I knew who I was in kindergarten when the sexy Cynthia Hunt kissed me on the CHEEK and said, “You were the nicest boy in class.” A curse that has followed me ever since. I don’t want to be the boy next door who makes people smile. I want to buy a motorcycle and get a tattoo and let what hair I have left on my head to grow down to my ears. Except, that I am scared to death of motorcycles, tattoos hurt and I am about as fierce as Lamb Chop. I am doomed to niceness. Forever.

What is wrong with women, anyway? Why do Bad Boys appeal to them? Why would they want to spend their lives writing to someone in prison?

“Hi honey, your son turned sixteen yesterday and even though it has been ten years since we have heard from you, we both miss you in the deepest of ways. All the diseases you gave me are finally under control and my scars from your beatings are pretty much healed. I know you didn’t mean to hurt me. It was my fault that I bought all that beer for you. I will be at your parole board hearing next month to support you because I honestly do believe you are a good man. I know that you killed that bartender because he looked suspiciously at you and that was HIS problem, my love.
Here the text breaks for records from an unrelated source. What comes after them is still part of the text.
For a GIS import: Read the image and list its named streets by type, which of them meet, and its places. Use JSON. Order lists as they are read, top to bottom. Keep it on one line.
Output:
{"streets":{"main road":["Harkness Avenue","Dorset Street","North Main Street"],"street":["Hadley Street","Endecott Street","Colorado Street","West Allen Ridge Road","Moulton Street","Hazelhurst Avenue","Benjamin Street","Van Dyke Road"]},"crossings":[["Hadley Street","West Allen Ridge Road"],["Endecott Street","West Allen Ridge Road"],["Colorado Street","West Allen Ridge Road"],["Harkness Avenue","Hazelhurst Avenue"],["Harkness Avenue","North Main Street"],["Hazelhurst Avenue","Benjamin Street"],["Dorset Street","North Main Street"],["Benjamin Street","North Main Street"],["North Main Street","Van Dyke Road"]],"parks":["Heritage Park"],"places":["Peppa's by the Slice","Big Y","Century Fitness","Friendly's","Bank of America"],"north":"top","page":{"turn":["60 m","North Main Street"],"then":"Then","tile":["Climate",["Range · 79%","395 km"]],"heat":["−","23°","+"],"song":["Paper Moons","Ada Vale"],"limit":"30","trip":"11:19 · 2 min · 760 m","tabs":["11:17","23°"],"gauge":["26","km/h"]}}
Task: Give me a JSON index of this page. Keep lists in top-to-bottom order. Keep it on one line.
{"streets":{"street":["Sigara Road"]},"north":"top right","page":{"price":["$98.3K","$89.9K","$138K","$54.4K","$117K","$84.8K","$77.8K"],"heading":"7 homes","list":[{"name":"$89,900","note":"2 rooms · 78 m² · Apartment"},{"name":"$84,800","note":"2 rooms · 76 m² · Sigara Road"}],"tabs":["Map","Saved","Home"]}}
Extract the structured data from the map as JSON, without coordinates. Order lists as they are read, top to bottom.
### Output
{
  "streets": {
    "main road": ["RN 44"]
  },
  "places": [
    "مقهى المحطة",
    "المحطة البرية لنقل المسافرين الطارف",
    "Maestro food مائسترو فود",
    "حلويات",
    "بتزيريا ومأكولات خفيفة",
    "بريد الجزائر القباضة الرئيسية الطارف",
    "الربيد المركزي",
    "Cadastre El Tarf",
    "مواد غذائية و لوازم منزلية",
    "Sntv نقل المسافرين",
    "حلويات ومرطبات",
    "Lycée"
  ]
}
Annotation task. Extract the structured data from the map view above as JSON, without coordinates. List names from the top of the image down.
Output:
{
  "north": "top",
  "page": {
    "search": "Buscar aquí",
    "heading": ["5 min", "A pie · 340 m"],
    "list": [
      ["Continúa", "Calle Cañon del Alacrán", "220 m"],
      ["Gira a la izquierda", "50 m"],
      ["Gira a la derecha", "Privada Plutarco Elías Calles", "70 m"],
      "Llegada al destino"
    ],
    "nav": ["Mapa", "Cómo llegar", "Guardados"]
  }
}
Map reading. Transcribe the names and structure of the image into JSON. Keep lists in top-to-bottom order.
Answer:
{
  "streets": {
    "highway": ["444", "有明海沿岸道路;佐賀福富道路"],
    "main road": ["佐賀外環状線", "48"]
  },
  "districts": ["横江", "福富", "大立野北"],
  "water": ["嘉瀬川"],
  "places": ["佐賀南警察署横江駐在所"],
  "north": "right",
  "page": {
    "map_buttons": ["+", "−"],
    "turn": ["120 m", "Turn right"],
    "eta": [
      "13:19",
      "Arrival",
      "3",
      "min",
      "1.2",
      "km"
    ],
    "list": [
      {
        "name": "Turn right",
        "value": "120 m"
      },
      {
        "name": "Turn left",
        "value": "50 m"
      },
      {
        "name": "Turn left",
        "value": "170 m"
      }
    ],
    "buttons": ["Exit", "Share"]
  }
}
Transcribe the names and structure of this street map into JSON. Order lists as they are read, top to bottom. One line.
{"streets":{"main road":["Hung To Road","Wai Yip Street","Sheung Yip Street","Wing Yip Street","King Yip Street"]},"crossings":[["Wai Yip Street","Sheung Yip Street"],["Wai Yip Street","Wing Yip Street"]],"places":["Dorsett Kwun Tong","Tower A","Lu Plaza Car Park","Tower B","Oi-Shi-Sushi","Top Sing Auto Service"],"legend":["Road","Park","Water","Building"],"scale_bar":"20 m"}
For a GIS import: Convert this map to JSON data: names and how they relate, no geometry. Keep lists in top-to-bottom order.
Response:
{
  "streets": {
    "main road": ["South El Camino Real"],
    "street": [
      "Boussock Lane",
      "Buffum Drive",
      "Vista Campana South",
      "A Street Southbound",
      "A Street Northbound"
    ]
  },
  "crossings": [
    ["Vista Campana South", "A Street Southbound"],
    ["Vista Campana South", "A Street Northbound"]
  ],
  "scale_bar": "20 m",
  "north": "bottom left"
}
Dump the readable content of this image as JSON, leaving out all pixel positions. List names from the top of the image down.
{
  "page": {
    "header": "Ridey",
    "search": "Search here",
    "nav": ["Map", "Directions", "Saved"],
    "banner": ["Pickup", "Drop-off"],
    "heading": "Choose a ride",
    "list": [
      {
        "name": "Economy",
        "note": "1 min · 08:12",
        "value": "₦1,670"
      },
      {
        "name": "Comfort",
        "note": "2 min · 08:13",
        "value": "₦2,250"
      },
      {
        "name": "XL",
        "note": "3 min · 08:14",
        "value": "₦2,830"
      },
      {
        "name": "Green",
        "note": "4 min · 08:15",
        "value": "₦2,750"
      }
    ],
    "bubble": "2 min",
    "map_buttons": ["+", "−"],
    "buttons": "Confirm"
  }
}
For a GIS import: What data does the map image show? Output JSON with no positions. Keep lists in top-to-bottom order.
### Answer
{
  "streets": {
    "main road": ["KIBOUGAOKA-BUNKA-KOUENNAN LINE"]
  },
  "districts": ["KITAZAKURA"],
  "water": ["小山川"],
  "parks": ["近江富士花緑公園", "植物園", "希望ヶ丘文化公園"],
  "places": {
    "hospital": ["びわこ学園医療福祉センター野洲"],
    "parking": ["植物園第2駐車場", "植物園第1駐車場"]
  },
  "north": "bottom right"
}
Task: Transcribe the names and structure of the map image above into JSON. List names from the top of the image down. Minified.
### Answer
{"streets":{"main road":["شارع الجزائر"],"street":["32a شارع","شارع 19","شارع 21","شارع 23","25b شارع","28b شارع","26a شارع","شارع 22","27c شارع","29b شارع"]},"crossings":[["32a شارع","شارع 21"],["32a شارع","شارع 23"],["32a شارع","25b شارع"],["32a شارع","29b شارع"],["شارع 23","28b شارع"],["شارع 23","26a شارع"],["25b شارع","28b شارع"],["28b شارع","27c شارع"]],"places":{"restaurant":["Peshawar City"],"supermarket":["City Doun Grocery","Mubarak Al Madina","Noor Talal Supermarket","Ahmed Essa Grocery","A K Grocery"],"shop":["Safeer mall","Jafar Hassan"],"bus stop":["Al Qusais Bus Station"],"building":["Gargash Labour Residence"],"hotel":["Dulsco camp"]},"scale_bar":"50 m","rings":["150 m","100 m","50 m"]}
I am now working three jobs to support us when you finally do come home and I hope that you are enjoying all the chocolate chip cookies I am sending you. You two friends, Lola and Kit still stop by with your other two sons. We all miss you and pray for you. All my love, Stupido.”

When I go on dates, I always pay for the meal. I open the car door and I walk on the outside of a walkway so if anyone gets hit it will be me and not my lady. I always stand in a restaurant when she gets up to powder her nose and I stand again when she comes back into the dining area. I love sending flowers, writing poetry and spoiling a woman. Valentine’s Day is very special to me and I love giving a lady compliments.

In other words, I am a loser.

I need to go to an army surplus store and replace my wardrobe with camo and black. I need to invest in lots of leather and learn how to cuss. It is time to let a few teeth fall out and start drinking HEAVILY. I need to tell my future dates how my dad abused me and how nobody accepted me growing up. She needs to feel my pain and realize I am a rebel without a cause and that at any moment, I could die in a speeding accident or overdose on, uh…heroin? Did I spell it right?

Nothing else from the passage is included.